What this task involves:
Write out the data exactly, please, and omit the pictures.

Start of Block

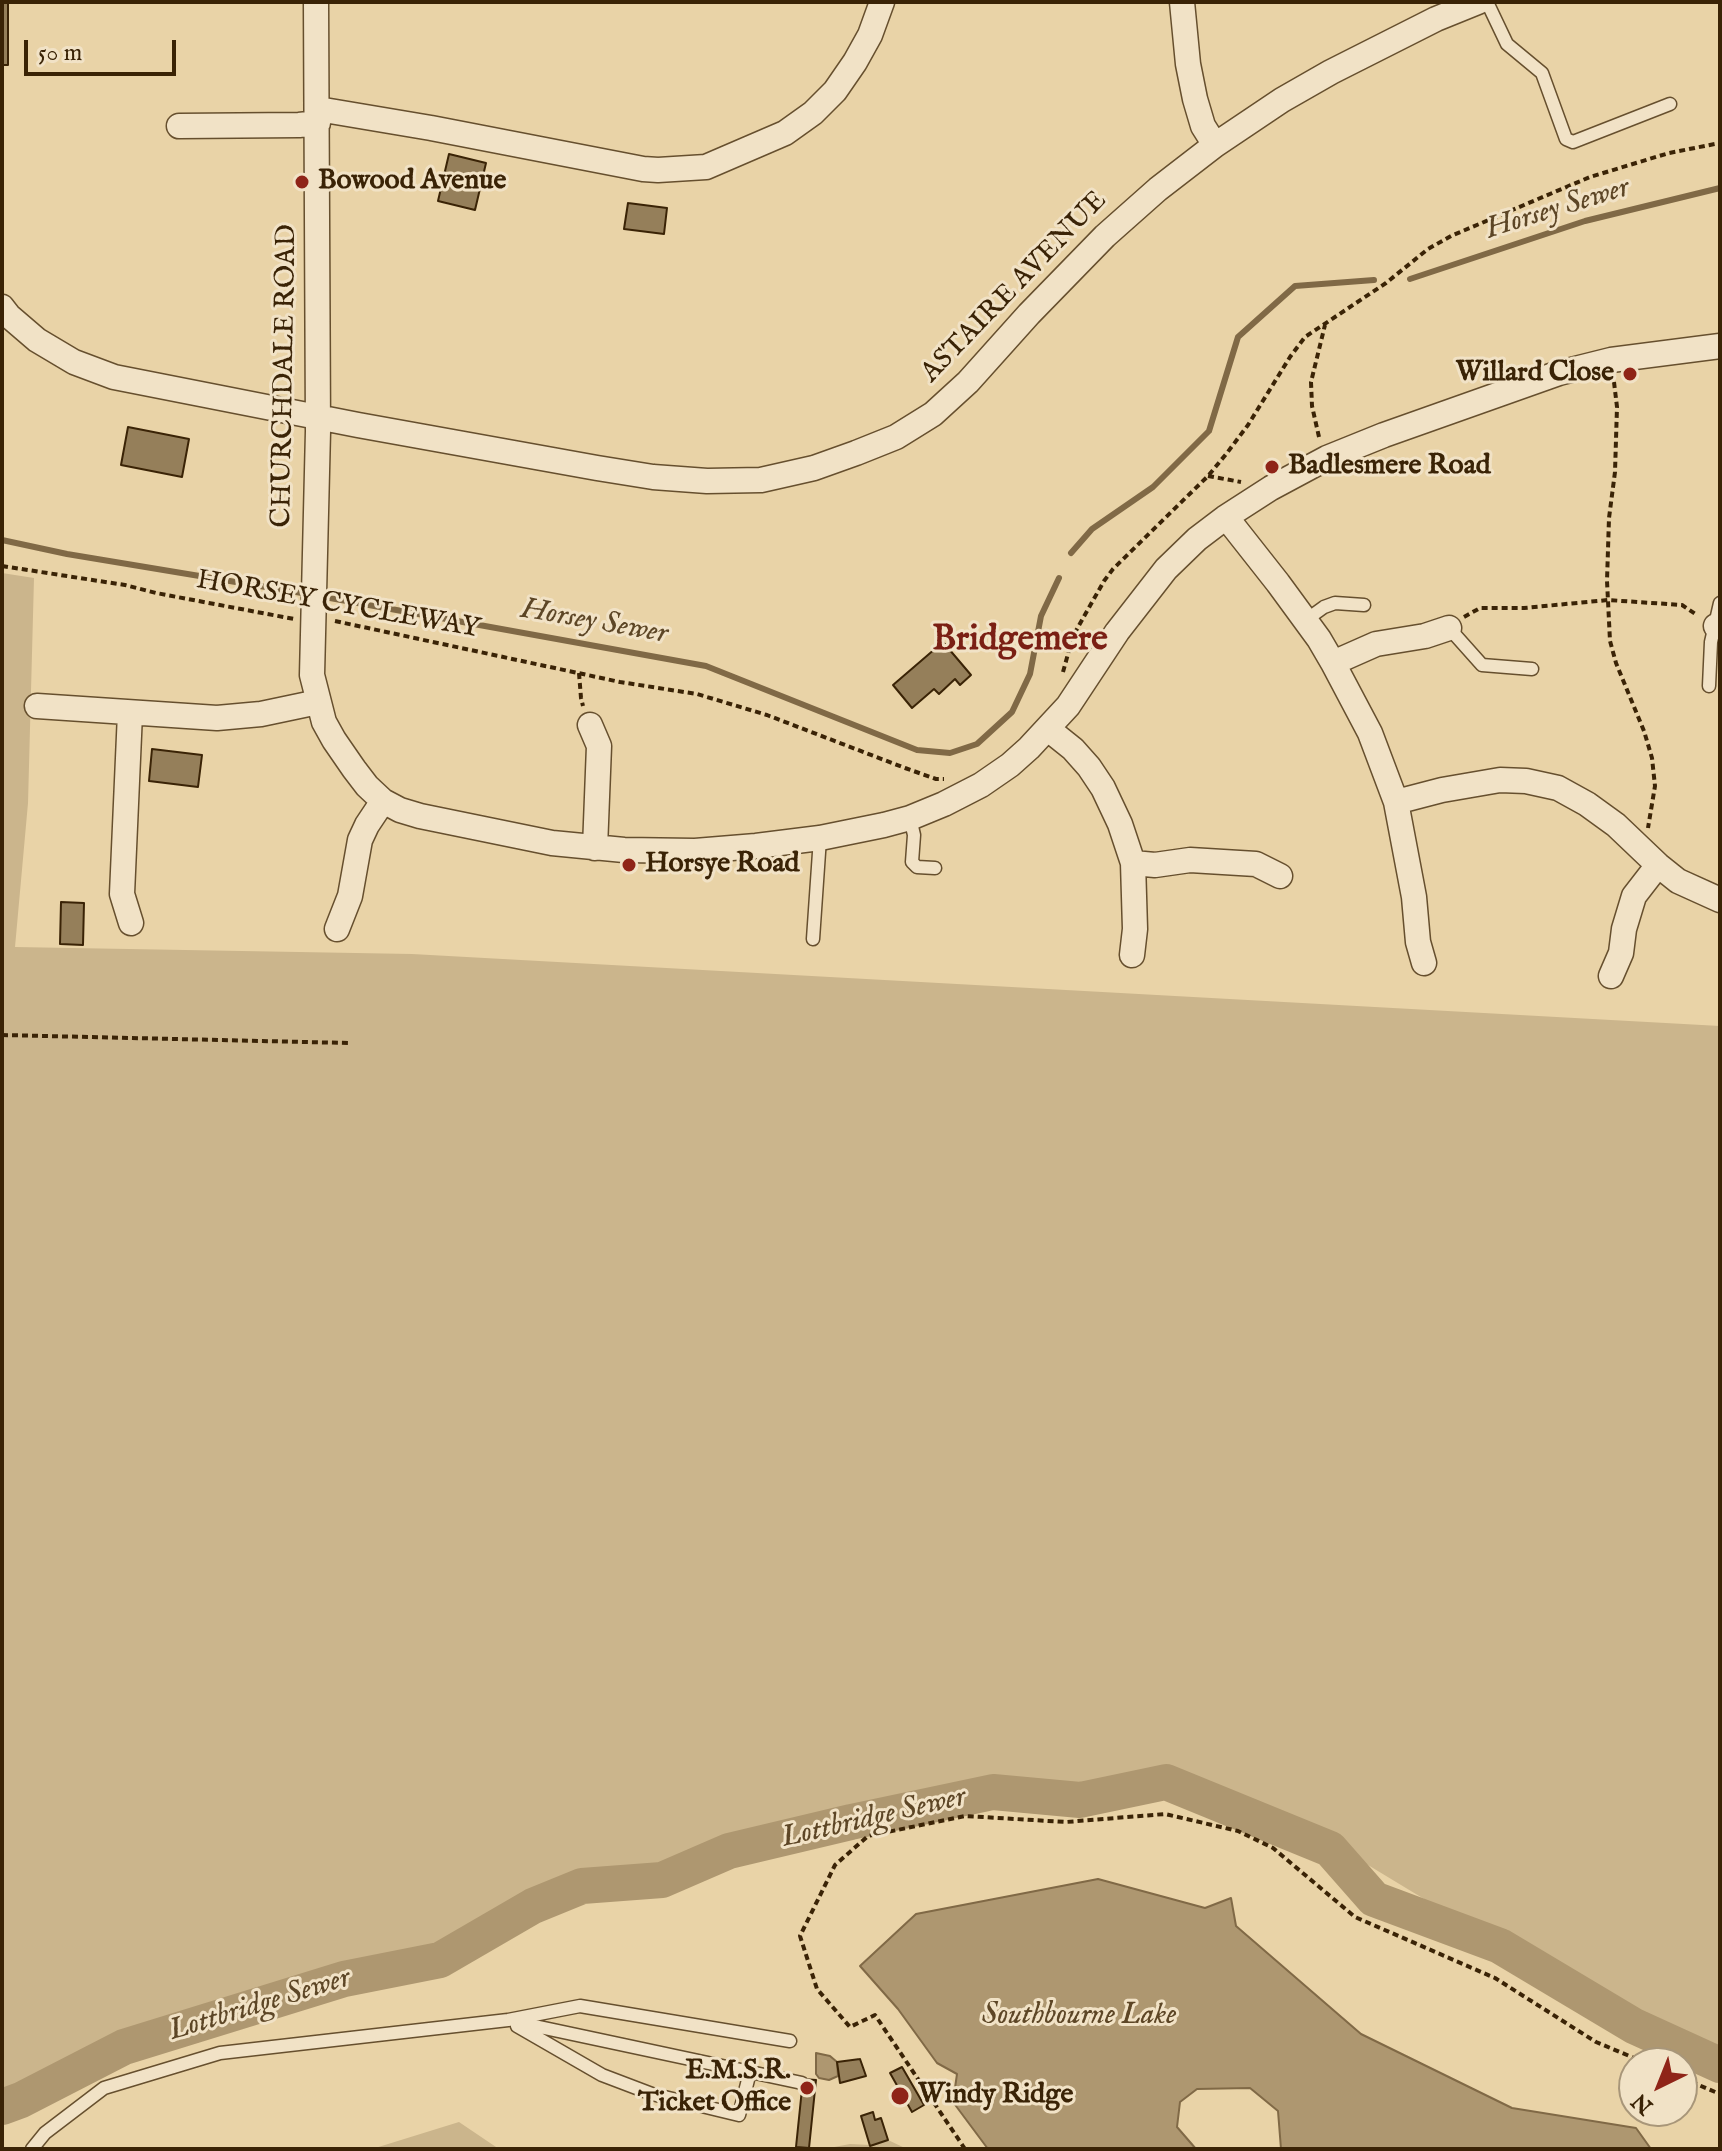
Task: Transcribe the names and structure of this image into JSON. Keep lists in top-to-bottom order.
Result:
{
  "streets": {
    "street": ["ASTAIRE AVENUE", "CHURCHDALE ROAD"],
    "path": ["HORSEY CYCLEWAY"]
  },
  "crossings": [
    ["ASTAIRE AVENUE", "CHURCHDALE ROAD"],
    ["CHURCHDALE ROAD", "HORSEY CYCLEWAY"]
  ],
  "districts": ["Bridgemere"],
  "water": ["Horsey Sewer", "Lottbridge Sewer", "Southbourne Lake"],
  "places": [
    "Bowood Avenue",
    "Willard Close",
    "Badlesmere Road",
    "Horsye Road",
    "E.M.S.R. Ticket Office",
    "Windy Ridge"
  ],
  "scale_bar": "50 m",
  "north": "bottom left"
}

End of Block

Answer to this problem:
Task: Transcribe the names and structure of this image into JSON. Keep lists in top-to-bottom order.
Result:
{
  "streets": {
    "street": ["ASTAIRE AVENUE", "CHURCHDALE ROAD"],
    "path": ["HORSEY CYCLEWAY"]
  },
  "crossings": [
    ["ASTAIRE AVENUE", "CHURCHDALE ROAD"],
    ["CHURCHDALE ROAD", "HORSEY CYCLEWAY"]
  ],
  "districts": ["Bridgemere"],
  "water": ["Horsey Sewer", "Lottbridge Sewer", "Southbourne Lake"],
  "places": [
    "Bowood Avenue",
    "Willard Close",
    "Badlesmere Road",
    "Horsye Road",
    "E.M.S.R. Ticket Office",
    "Windy Ridge"
  ],
  "scale_bar": "50 m",
  "north": "bottom left"
}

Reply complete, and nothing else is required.